Cerrejón espera  proteger cuatro especies amenazadas y en peligro de extinción en La Guajira con la siembra de 200 mil árboles cada año.

Estas especies son el Guayacán, el Puy, el Corazón Fino y el Ollita de Mono, además de otras como el Carreto y el Guamacho, las cuales son características del bosque seco tropical, uno de los ecosistemas más amenazados y menos estudiados en el país.

Luis Madriñán gerente de Gestión Ambiental de Cerrejón afirmó que no solo se siembran y protegen especies, sino que también se investiga el comportamiento del bosque seco tropical.

“Ayudamos al empoderamiento de las comunidades al fortalecer las asociaciones y los grupos de vigías, establecemos viveros locales y acompañamos en la puesta en marcha de prácticas agrícolas sostenibles”, explicó.
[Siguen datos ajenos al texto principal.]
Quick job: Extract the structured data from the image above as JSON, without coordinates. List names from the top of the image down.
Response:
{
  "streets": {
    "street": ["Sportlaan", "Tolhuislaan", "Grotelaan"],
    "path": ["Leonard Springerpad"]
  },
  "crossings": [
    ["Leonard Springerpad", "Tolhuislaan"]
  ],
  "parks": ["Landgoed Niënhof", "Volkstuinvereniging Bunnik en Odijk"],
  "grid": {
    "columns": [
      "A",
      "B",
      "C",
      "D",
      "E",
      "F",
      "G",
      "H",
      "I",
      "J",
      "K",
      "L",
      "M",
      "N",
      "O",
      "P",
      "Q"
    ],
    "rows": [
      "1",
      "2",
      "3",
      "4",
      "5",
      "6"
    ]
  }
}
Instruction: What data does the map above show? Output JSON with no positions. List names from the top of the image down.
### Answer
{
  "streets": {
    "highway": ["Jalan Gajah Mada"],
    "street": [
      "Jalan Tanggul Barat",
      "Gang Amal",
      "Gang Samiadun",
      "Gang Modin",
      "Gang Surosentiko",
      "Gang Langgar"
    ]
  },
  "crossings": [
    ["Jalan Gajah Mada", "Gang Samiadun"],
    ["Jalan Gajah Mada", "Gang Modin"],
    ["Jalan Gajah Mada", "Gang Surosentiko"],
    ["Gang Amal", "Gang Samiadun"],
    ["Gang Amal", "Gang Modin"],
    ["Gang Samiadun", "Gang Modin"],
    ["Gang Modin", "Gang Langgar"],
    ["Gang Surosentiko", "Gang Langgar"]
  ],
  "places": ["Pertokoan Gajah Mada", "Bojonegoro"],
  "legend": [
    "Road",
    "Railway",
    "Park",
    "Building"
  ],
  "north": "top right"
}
Junto con los actores presentes en el territorio, la empresa trabaja en la restauración de bosques, la protección de cuerpos de agua y la conservación de especies amenazadas o de gran importancia ecológica, como el jaguar, para asegurar la conectividad de la biodiversidad y la funcionalidad de los espacios con gran importancia ecológica para la región.

Isolis Ojeda, representante legal de la Asociación Vigías Ambientales Alto del Cerro Bañaderos, ALCEBA manifestó que “antes éramos campesinos sencillos que nos sosteníamos gracias a nuestro campo. Hoy día tenemos ingresos a través de ventas y pequeños contratos. Hemos visto que este proceso nos ha beneficiado, tanto por la forma como nos relacionamos como por el fortalecimiento de los lazos de amistad con nuestros paisanos”.

Con esta gestión, la compañía afirma contribuye a la conformación de un corredor biológico de más 25 mil hectáreas que conecta la Sierra Nevada de Santa Marta con la Serranía de Perijá, lo cual representa el 9% de la meta que tiene el Estado colombiano en los próximos 10 años, para restaurar 260 mil hectáreas de bosque seco tropical.